EXERCISE REQUIREMENTS »
From the listing below, pull out the lines that hold "read".
=== EXERCISE DATA ===
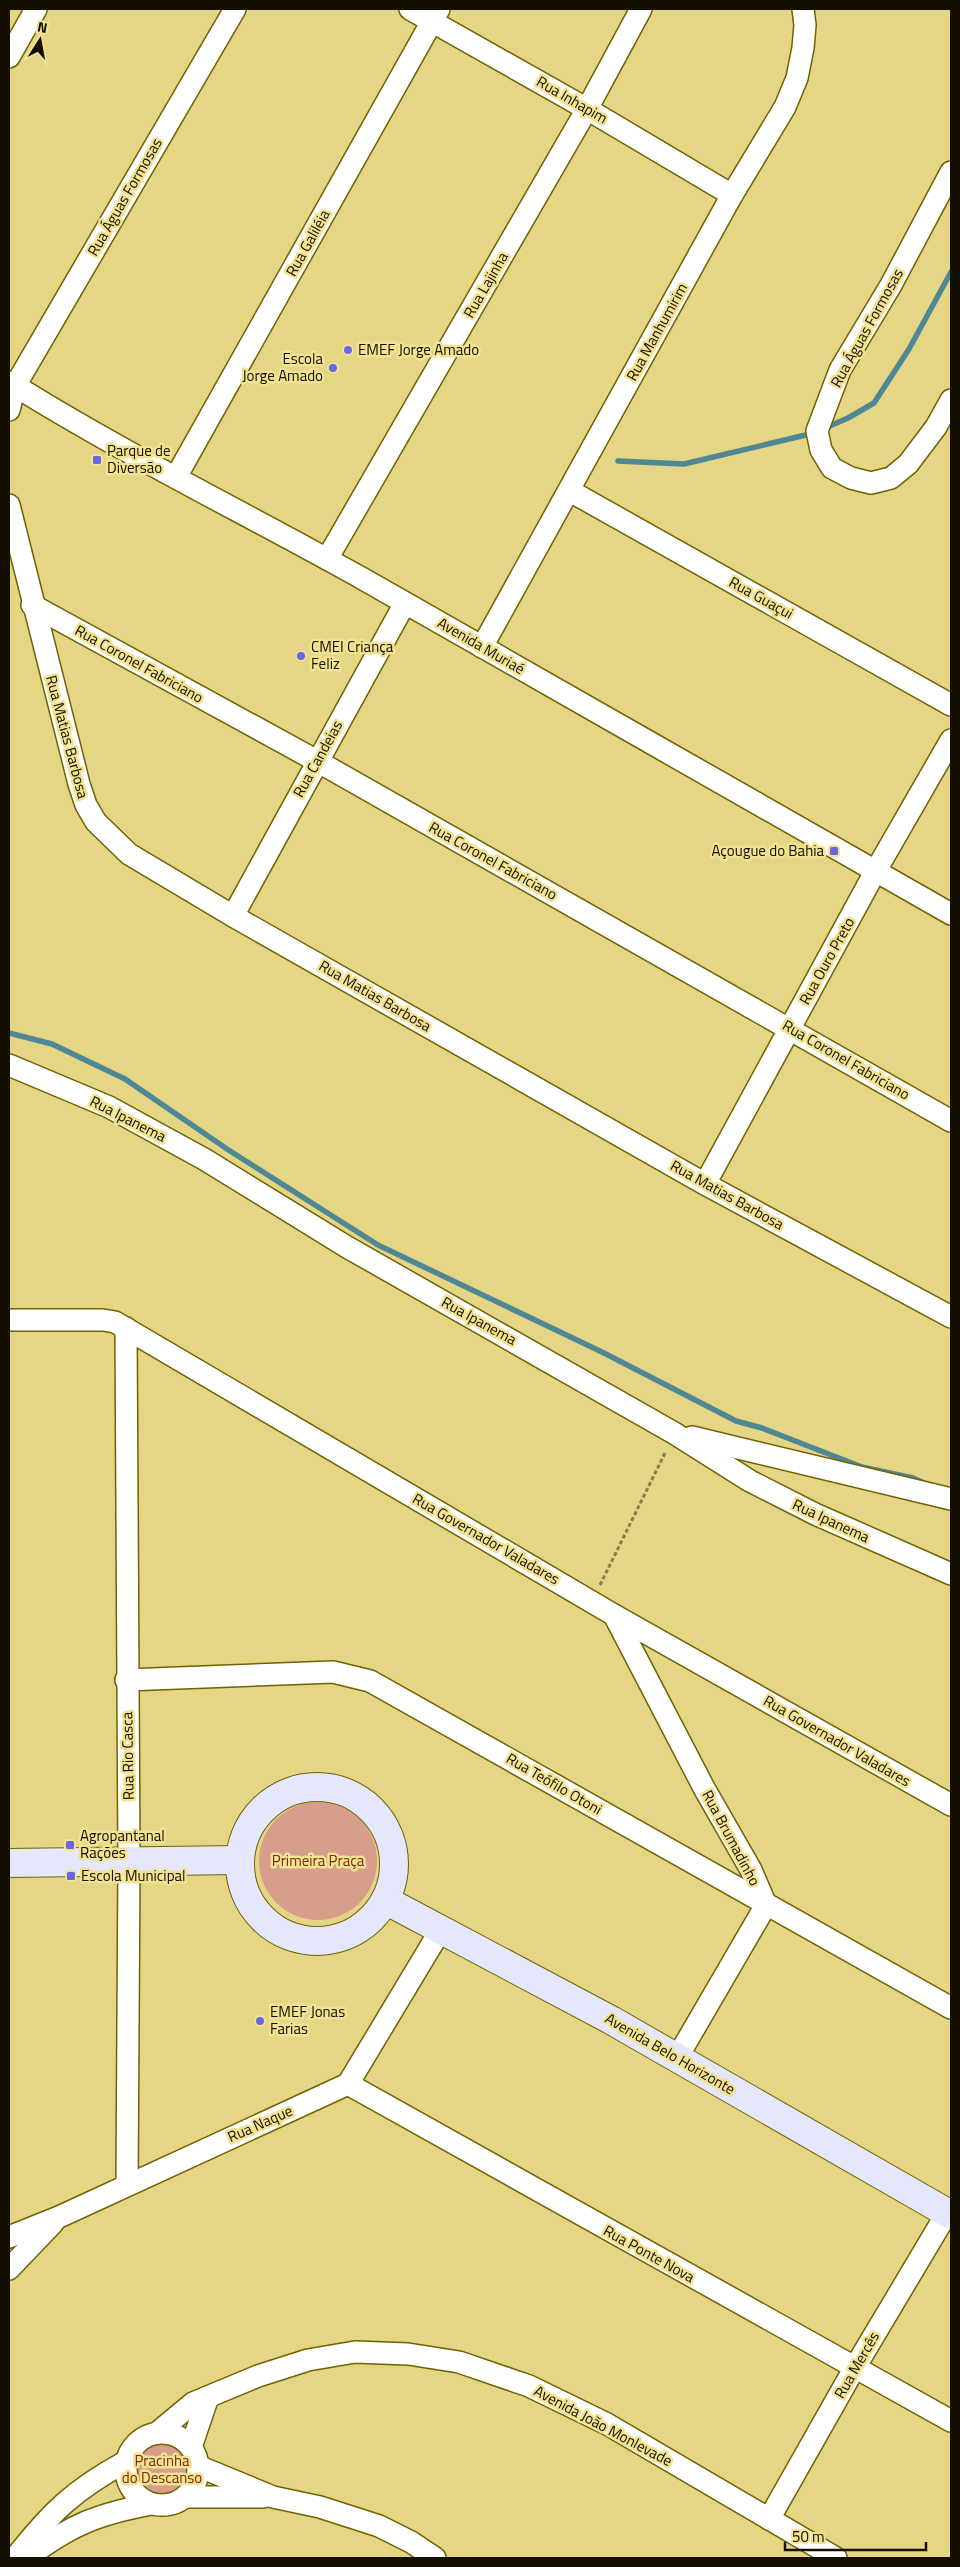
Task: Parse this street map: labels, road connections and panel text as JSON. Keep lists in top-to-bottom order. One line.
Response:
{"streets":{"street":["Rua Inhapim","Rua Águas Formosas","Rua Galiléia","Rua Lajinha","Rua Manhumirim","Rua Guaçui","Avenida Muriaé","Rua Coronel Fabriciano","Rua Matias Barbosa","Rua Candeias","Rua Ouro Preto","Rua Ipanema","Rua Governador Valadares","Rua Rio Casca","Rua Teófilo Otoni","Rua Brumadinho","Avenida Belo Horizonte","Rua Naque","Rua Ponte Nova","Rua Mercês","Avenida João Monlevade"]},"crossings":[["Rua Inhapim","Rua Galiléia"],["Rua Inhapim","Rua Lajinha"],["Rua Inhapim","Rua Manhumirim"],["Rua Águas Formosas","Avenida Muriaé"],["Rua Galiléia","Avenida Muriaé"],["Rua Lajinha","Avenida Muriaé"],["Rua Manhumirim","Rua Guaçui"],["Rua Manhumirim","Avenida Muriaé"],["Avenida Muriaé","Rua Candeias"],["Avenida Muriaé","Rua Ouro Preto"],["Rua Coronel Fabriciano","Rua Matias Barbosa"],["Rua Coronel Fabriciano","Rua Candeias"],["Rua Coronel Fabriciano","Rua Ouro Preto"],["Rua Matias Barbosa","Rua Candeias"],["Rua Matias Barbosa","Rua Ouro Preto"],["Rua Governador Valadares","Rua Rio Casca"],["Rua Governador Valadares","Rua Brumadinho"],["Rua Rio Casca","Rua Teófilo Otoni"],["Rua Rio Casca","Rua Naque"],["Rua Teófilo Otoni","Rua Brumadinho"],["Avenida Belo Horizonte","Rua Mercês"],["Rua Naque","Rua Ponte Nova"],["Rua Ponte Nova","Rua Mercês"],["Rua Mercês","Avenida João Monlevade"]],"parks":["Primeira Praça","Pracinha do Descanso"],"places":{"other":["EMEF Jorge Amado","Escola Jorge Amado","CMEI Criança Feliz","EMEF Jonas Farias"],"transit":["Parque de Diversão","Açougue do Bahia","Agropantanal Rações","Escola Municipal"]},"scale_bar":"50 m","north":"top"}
===
=== EXERCISE DATA ===
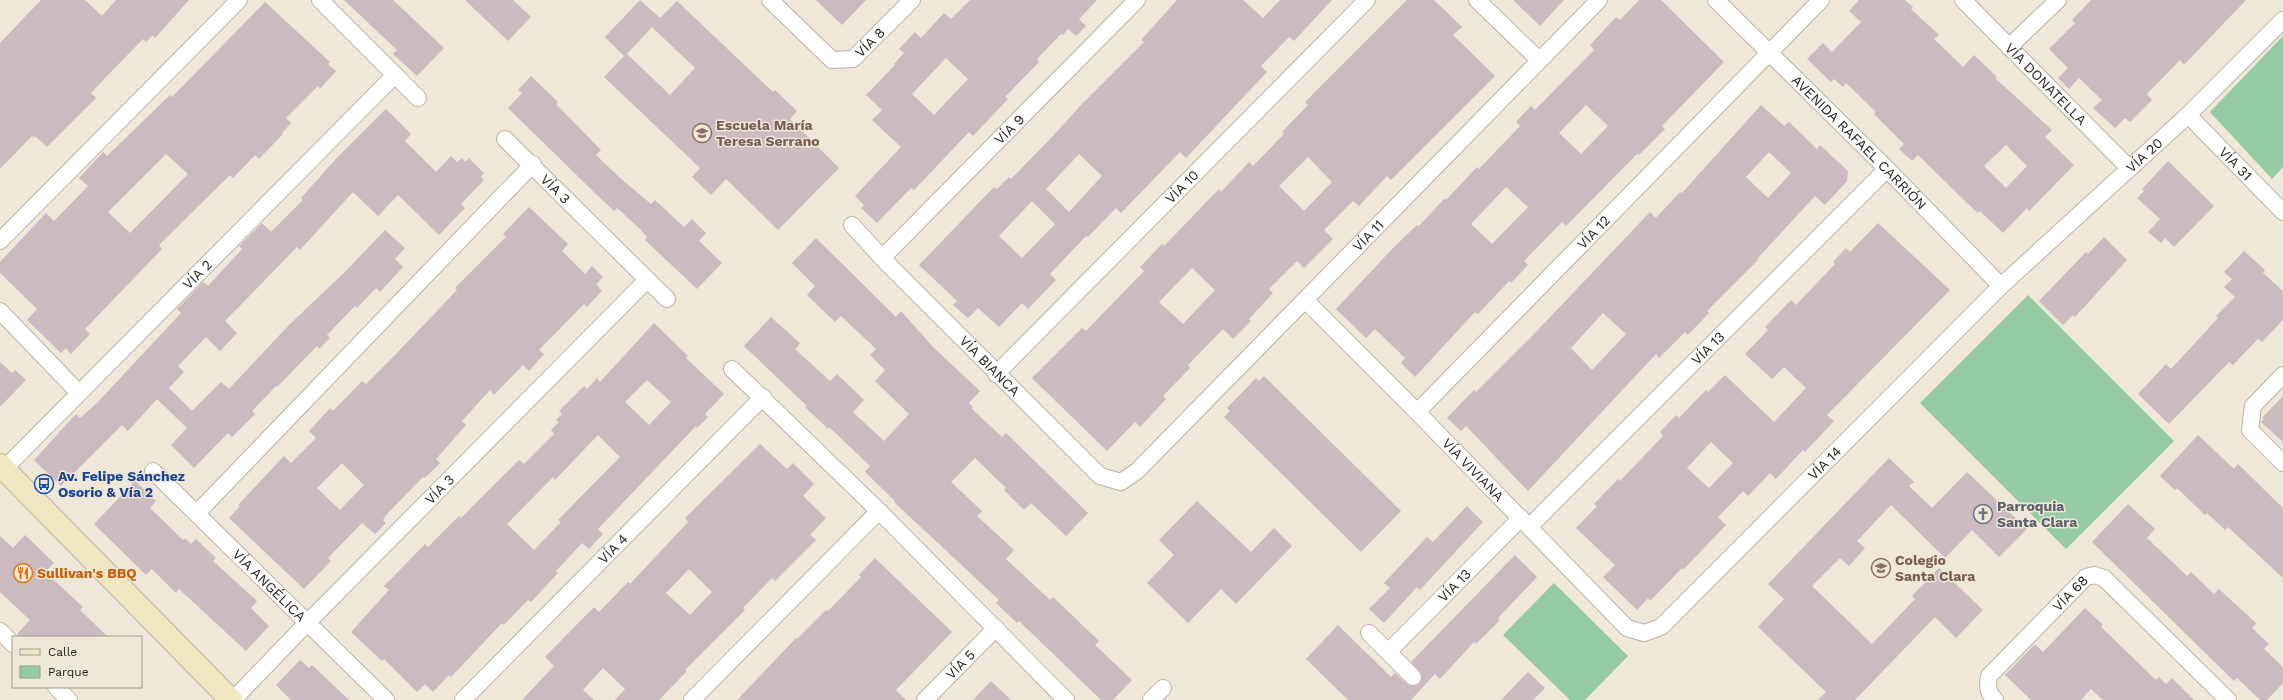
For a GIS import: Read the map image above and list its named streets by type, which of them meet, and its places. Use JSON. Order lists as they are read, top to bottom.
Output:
===
=== EXERCISE DATA ===
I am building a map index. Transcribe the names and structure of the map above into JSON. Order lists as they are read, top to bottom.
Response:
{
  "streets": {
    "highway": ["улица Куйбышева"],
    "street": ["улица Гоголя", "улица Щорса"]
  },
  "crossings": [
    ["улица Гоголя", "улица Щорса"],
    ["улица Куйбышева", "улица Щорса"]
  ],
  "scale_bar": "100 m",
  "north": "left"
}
===
RESULT FOR THIS EXERCISE »
For a GIS import: Read the map image above and list its named streets by type, which of them meet, and its places. Use JSON. Order lists as they are read, top to bottom.
I am building a map index. Transcribe the names and structure of the map above into JSON. Order lists as they are read, top to bottom.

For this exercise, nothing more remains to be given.